Tragische Geschichte
Der Autor startet in die Geschichte, wie ich es noch in einem Buch gelesen habe. Aus der Sicht von Trina, die eine fiktive Person ist. Sie lebte im Bergdorf Graun und schilderte ihrer verloren geglaubten ...
Der Autor startet in die Geschichte, wie ich es noch in einem Buch gelesen habe. Aus der Sicht von Trina, die eine fiktive Person ist. Sie lebte im Bergdorf Graun und schilderte ihrer verloren geglaubten Tochter in einem Notizbuch, was sich von Anfang der 1920er bis zum Anfang der 1950er dort ereignete. Emotionslos, direkt und klar schildert sie die harten Jahre der Bergbauern zu dieser Zeit. Der Spannungsaufbau geht von den Jahren des Ersten Weltkrieges bis zur Machtergreifung Mussolinis. Die Hoffnung Trinas, endlich als Lehrerin arbeiten zu dürfen. Die harte Erkenntnis, dass bei Machtübernahme alles Deutsche in Südtirol unerwünscht war. Anschießend daran der Zweite Weltkrieg, als man die Südtiroler in die Armee lockte, mit Emigration nach Deutschland und damit verbundener, vermeintlicher Verbesserung, da man dem „imaginären Fuß des Duce am Hals“ entkommen konnte. Sowohl Faschisten als auch Nazi machen vor dem kleinen Bergdorf nicht halt. Doch Trina und ihr Mann entscheiden sich, in ihrer Heimat zu bleiben. Doch wie sich herausstellen wird, ist der Preis des Bleibens sehr hoch.

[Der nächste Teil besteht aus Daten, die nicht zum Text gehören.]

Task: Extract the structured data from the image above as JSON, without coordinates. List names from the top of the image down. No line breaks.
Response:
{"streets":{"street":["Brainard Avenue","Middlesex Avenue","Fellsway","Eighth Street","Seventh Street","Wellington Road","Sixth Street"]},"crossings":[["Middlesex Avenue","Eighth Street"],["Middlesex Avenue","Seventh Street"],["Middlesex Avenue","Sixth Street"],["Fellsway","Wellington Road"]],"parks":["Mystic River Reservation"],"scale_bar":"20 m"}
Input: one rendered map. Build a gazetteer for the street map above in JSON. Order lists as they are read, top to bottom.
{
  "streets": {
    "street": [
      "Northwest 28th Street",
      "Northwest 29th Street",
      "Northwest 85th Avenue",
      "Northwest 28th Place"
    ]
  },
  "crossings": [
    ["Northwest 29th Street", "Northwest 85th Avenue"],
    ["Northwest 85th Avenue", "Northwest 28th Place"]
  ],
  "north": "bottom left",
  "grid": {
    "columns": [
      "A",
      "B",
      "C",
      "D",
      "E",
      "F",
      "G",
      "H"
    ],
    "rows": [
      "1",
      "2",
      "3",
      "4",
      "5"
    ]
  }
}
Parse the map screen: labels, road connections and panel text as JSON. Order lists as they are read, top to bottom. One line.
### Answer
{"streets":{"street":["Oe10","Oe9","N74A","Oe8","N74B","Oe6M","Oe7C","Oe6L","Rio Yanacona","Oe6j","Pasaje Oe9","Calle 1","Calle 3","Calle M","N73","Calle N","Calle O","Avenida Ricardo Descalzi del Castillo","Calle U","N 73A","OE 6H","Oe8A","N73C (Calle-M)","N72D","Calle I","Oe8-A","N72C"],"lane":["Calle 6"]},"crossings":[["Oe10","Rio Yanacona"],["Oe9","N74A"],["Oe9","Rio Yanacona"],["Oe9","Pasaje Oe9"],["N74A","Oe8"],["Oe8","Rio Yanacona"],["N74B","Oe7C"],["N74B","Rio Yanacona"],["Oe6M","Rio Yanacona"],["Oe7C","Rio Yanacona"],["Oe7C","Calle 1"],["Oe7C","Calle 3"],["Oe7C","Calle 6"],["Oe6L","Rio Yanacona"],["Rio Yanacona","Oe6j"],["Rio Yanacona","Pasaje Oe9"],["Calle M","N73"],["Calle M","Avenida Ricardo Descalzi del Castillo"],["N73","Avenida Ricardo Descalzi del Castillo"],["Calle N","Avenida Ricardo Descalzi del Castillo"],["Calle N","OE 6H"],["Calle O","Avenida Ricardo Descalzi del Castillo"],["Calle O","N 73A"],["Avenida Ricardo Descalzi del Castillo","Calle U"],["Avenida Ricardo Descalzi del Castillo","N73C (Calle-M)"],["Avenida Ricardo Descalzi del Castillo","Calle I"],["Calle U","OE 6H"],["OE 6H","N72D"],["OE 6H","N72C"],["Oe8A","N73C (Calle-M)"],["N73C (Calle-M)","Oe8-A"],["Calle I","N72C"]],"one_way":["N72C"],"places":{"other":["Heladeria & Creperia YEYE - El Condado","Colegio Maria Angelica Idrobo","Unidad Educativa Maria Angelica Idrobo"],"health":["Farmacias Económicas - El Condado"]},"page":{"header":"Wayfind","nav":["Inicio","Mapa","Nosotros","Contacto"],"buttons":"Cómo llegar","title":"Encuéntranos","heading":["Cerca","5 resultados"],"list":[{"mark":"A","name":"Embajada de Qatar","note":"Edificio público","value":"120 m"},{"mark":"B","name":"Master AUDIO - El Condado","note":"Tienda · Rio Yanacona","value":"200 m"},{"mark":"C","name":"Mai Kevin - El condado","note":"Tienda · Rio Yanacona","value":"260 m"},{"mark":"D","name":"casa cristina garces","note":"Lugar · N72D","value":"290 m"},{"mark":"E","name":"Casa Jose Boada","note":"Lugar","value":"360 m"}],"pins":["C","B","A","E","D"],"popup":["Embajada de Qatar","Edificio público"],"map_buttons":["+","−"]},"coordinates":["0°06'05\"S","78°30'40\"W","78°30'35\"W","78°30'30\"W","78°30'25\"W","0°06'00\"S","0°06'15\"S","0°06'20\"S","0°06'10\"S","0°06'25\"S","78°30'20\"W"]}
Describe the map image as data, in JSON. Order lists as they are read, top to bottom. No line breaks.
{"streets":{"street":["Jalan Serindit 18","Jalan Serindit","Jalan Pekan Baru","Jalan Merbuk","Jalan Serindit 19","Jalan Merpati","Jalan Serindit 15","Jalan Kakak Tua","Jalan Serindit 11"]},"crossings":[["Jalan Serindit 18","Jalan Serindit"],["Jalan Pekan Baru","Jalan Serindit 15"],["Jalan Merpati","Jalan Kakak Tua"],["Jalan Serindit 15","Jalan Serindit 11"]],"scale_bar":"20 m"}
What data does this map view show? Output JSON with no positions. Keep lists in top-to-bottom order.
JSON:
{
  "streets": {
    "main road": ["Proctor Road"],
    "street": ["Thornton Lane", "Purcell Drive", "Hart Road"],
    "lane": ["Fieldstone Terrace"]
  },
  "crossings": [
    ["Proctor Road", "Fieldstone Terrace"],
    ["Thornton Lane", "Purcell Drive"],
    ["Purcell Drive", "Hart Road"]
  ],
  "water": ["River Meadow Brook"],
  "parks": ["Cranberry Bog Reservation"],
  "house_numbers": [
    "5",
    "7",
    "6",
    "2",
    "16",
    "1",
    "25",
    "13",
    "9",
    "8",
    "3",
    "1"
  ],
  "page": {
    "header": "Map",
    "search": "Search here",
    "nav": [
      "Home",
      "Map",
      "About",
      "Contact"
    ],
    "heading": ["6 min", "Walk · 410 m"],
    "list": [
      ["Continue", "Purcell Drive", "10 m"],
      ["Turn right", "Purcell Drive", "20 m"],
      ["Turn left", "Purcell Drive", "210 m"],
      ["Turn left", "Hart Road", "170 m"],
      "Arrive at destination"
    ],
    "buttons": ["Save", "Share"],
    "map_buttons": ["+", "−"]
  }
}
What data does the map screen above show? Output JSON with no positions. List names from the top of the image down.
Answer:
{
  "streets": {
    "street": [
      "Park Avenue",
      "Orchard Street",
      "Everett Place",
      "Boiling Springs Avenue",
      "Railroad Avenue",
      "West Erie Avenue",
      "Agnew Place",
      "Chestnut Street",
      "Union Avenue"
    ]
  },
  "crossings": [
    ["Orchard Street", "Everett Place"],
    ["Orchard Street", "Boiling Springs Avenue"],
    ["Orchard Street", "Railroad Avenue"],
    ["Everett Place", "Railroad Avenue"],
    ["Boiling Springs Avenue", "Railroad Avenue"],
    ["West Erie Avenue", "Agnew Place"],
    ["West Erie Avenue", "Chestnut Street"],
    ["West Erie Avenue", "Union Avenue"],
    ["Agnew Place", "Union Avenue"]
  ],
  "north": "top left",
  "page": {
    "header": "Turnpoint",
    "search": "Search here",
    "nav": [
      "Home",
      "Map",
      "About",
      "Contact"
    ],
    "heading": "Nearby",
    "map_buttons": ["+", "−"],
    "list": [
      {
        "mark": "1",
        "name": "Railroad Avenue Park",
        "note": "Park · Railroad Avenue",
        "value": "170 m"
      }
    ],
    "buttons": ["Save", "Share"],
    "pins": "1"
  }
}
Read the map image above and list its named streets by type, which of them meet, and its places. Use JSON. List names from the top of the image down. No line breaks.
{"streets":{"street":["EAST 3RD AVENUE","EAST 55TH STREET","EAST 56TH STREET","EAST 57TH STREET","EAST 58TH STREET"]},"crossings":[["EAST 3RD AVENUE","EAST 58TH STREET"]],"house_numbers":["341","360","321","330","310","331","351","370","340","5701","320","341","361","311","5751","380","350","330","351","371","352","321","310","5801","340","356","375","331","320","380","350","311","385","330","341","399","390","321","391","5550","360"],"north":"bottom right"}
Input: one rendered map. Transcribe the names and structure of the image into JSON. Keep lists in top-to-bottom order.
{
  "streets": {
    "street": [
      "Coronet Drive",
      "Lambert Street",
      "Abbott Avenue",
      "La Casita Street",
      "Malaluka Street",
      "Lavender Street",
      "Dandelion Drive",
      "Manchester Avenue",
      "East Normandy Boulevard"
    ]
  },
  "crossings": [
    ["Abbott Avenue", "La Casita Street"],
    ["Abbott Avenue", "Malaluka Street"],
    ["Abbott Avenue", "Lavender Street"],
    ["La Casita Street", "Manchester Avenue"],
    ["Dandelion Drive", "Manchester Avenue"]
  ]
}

Im Verlauf des Buches wird auch immer das Staudammprojekt miteinbezogen. In der Hoffnung der Protagonisten wird dieses nun vielleicht nicht mehr umgesetzt. Doch die Antagonisten lassen sich nicht von ihrem politischen Vorhaben abbringen. Der Kampf der Bergbauern aus Graun und den anderen Dörfer scheint aussichtslos. Die Enteignung der Bergbauern wird zum Thema. Es folgt Widerstand durch ihren Mann, Trina selbst und einige andere. Doch lässt sich dieser durchsetzen? Werden die Mächtigen einlenken? Oder siegt die Gier der Wirtschaft und der politischen Vertreter? Wie steht die Kirche dazu? Wie es mit Trina, ihrem Mann und ihrer Tochter verläuft, lest ihr am besten in diesem Buch.
Fazit:
Was für ein bewegendes Buch! Für Touristen ist der Reschensee ein beliebtes Fotomotiv und Touriziel, für die Einheimischen ein großes Stück trauriger Geschichte. Die meisten wissen vermutlich nichts über diese Geschichte. Die Geschichte ist unglaublich berührend und emotional. Ich kann mir gar nicht vorstellen, was in Menschen vorgehen muss, die wissen, dass sie ihre Heimat verlieren können. Über den politischen Einfluss und Umgang mit Menschen … das würde hier den Rahmen sprengen, doch in Wahrheit ist es auch heute noch oftso, nach all der Zeit.
Der Autor hat extrem viel Recherchearbeit betrieben und dies in eine tolle Story verpackt. Dieser Teil Geschichte Europas ist wahr und extrem grausam, da Menschen als Spielball verwendet wurden. Man hat das Gefühl, während des Lesens alles hautnah mitzuerleben, den Schmerz und die Wut zu fühlen, die den Menschen dort widerfahren ist. Die Art der Erzählung lässt einen das Ausmaß fühlen. Fühlen wie sie bibberten vor Kälte, wie ihnen den Magen leer war vor lauter Hunger. Ich hatte das Gefühl, ich bin mitten drin in diesem furchtbaren Albtraum.
Der Glockenturm im Reschensee im wunderschönen Südtirol ist heute noch ein Mahnmal. Grandiose Geschichte, unglaublich genial verpackt, trotz der Traurigkeit.
Von meiner Seite eine klare Leseempfehlung! 5/5 Sternen.